■ Dataset entries ■

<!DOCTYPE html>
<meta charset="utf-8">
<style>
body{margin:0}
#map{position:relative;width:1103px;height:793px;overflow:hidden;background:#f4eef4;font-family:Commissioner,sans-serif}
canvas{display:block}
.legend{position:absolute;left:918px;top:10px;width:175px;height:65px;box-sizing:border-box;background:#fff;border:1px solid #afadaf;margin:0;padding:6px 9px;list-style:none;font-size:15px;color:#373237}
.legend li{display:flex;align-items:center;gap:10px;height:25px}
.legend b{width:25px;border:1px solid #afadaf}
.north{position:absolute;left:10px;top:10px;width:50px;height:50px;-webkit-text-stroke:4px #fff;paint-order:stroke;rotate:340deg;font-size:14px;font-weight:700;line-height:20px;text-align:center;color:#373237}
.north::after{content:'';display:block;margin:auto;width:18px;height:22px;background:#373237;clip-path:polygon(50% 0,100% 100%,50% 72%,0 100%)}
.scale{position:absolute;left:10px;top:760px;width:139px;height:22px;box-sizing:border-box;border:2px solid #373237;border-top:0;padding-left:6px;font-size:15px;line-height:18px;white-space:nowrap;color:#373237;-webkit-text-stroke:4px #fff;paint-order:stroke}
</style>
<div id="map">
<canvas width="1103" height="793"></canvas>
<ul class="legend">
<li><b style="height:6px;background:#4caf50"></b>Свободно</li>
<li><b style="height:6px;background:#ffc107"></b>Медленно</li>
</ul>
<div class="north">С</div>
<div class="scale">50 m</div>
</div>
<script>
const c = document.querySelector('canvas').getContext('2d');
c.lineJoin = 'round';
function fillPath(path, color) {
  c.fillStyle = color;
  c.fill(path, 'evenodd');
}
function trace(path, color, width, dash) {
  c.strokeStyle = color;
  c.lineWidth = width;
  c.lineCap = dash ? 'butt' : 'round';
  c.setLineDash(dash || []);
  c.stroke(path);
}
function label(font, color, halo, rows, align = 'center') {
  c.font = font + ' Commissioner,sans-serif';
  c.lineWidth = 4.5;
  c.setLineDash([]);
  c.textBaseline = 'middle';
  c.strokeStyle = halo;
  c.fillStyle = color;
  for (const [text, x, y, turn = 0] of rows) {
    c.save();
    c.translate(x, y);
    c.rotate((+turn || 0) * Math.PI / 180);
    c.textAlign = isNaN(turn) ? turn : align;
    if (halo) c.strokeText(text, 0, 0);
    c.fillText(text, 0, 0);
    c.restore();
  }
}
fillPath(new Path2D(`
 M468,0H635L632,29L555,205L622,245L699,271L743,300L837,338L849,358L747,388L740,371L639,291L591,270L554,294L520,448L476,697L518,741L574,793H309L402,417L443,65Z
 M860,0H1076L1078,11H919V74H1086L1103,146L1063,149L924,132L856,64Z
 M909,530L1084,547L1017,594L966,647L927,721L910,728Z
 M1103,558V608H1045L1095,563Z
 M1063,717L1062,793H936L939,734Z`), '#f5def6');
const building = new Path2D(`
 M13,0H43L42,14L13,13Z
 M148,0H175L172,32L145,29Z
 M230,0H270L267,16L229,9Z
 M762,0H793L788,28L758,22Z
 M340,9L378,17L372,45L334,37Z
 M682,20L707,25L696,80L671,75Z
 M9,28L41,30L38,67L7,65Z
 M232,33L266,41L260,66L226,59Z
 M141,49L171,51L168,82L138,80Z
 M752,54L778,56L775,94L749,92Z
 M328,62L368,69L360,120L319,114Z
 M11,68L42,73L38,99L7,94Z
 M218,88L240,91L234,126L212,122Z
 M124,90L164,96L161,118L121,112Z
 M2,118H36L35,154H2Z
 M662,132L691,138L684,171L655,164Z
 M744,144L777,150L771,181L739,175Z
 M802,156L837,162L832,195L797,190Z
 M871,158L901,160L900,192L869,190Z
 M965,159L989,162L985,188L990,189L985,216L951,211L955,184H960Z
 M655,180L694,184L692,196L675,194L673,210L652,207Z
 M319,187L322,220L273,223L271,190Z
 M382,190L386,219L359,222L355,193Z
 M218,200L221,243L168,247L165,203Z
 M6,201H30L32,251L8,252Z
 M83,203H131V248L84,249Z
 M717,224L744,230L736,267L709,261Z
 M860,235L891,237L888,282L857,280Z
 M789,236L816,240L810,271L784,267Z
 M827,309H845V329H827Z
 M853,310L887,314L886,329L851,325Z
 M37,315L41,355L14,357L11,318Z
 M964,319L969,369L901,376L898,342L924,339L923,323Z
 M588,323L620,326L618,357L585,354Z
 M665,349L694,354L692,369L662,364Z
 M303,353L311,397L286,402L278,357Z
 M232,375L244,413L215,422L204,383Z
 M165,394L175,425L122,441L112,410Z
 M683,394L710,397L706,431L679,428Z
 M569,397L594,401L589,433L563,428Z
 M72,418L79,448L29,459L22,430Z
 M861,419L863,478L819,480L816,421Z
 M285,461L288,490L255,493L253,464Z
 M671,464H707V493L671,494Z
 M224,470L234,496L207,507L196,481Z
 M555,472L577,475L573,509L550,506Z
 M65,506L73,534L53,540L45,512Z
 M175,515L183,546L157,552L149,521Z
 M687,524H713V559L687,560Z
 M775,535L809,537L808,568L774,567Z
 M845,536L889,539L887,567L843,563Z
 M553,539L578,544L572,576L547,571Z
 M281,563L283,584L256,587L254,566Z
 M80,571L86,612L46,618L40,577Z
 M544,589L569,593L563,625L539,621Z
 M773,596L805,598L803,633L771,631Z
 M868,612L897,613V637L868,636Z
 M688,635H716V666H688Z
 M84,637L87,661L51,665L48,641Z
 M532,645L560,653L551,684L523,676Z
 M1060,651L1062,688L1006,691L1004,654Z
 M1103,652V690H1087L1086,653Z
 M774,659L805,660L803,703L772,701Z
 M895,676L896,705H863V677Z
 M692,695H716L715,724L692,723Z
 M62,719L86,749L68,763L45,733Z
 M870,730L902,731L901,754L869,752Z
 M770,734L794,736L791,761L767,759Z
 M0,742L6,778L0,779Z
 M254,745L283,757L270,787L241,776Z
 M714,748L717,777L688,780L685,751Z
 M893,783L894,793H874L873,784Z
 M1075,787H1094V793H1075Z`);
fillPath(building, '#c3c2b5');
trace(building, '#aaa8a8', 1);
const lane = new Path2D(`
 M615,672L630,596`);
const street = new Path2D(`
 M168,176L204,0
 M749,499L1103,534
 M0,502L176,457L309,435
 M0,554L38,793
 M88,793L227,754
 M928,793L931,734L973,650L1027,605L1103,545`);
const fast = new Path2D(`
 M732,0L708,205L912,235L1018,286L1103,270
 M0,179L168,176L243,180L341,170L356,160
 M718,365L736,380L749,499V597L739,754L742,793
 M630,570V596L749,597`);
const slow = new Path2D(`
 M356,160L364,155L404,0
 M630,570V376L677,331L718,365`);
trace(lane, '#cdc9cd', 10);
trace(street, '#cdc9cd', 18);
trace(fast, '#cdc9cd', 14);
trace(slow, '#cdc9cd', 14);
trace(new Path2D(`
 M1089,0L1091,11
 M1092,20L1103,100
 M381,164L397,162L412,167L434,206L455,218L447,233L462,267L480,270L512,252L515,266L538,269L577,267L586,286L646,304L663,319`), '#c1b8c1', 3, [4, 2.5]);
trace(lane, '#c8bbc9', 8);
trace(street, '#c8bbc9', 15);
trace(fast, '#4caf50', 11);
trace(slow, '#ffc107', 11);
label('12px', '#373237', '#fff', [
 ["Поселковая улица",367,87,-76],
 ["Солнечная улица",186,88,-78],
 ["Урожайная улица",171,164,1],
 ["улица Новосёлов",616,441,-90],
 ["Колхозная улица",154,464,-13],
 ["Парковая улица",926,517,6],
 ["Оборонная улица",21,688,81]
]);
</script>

■ Assigned task ■
Once the line with "M870,730L902,731L901,754L869,752Z" has been found in the records above, retype it and every line after it exactly, and include nothing else.

■ Expected answer ■
 M870,730L902,731L901,754L869,752Z
 M770,734L794,736L791,761L767,759Z
 M0,742L6,778L0,779Z
 M254,745L283,757L270,787L241,776Z
 M714,748L717,777L688,780L685,751Z
 M893,783L894,793H874L873,784Z
 M1075,787H1094V793H1075Z`);
fillPath(building, '#c3c2b5');
trace(building, '#aaa8a8', 1);
const lane = new Path2D(`
 M615,672L630,596`);
const street = new Path2D(`
 M168,176L204,0
 M749,499L1103,534
 M0,502L176,457L309,435
 M0,554L38,793
 M88,793L227,754
 M928,793L931,734L973,650L1027,605L1103,545`);
const fast = new Path2D(`
 M732,0L708,205L912,235L1018,286L1103,270
 M0,179L168,176L243,180L341,170L356,160
 M718,365L736,380L749,499V597L739,754L742,793
 M630,570V596L749,597`);
const slow = new Path2D(`
 M356,160L364,155L404,0
 M630,570V376L677,331L718,365`);
trace(lane, '#cdc9cd', 10);
trace(street, '#cdc9cd', 18);
trace(fast, '#cdc9cd', 14);
trace(slow, '#cdc9cd', 14);
trace(new Path2D(`
 M1089,0L1091,11
 M1092,20L1103,100
 M381,164L397,162L412,167L434,206L455,218L447,233L462,267L480,270L512,252L515,266L538,269L577,267L586,286L646,304L663,319`), '#c1b8c1', 3, [4, 2.5]);
trace(lane, '#c8bbc9', 8);
trace(street, '#c8bbc9', 15);
trace(fast, '#4caf50', 11);
trace(slow, '#ffc107', 11);
label('12px', '#373237', '#fff', [
 ["Поселковая улица",367,87,-76],
 ["Солнечная улица",186,88,-78],
 ["Урожайная улица",171,164,1],
 ["улица Новосёлов",616,441,-90],
 ["Колхозная улица",154,464,-13],
 ["Парковая улица",926,517,6],
 ["Оборонная улица",21,688,81]
]);
</script>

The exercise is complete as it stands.